The Houston Street DKNY mural wasn't the only thing painted brown in the last few days: a solitary worker has rolled a couple of coats on the squat Red Hook building where the Delightful Coffee Shop will soon open. The old “Eating and Art Conditioning” sign is gone, signaling that the Stumptown cafe (to be operated in tandem with the Frankies) is getting closer to completion. Stumptown plans to roast beans for their local clients in a cast iron Probat located in the same space.

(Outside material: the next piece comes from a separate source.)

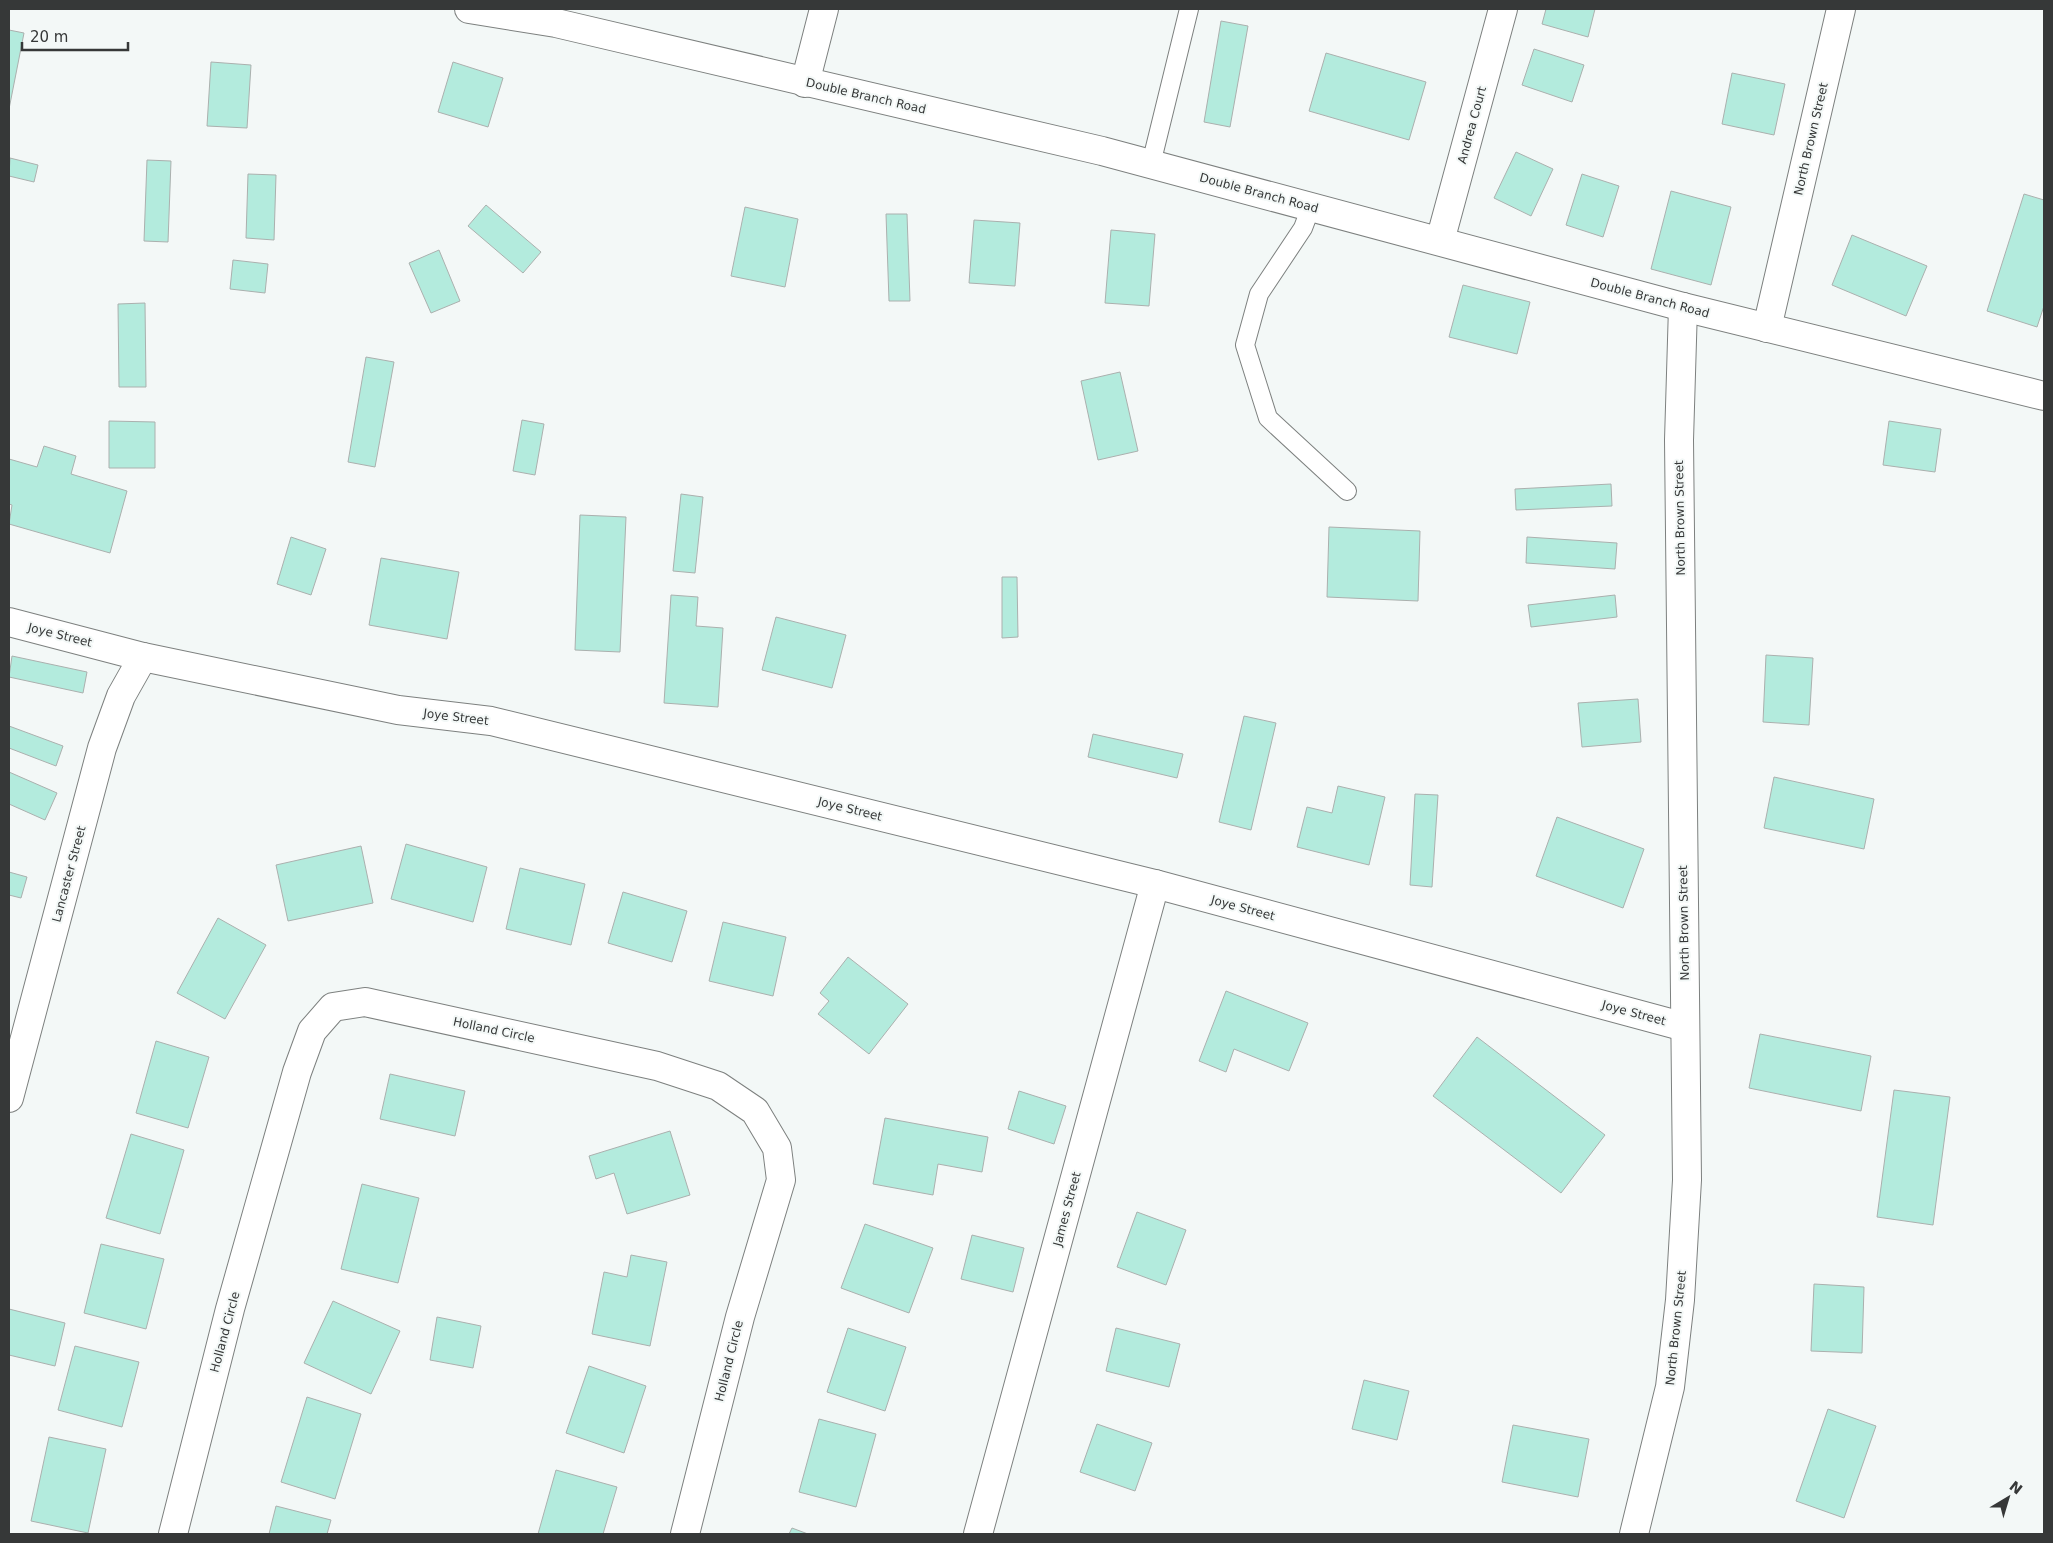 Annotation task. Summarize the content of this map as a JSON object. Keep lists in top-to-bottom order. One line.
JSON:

The coffee company is a recent transplant to New York. Ninth Street Espresso and Brooklyn Label were among the first spots to serve its Hairbender blend last fall, and Stumptown press has since polarized the coffee drinking community twice. First, when an obsequious New York profile called company founder Duane Sorenson “the messiah,” an avalanche of negative comments ensued. Last week, a NY Press story unhinged a half-formed argument about fair trade coffee into a deranged rant against some particular “ready-made, generic bohemianism” Stumptown somehow apparently adds to its beans. Again, comment section avalanche.

New York's credibility was further dampened by an accompanying taste test pitting Stumptown’s Ethiopian Wondo against nine other locally roasted coffees; Stumptown seemingly triumphed. Problem is that the other roasters weren’t given specifics of the cupping, prompting Donald Shoenholt, operator of the 169-year-old Brooklyn-based Gillies Coffee Company to write in “If I had been told that my coffee was to be tasted in a match up with an unblended Ethiopia Sidamo (Sidama region) coffee, I would have sent along a comparable item.” Feeling cheated, other roasters followed with the same complaint.

If you haven’t tried yet Stumptown for yourself at one of the scores of places now serving it, the flagship coffee shop (seen here) should be opening soon at 219 Van Brunt Street.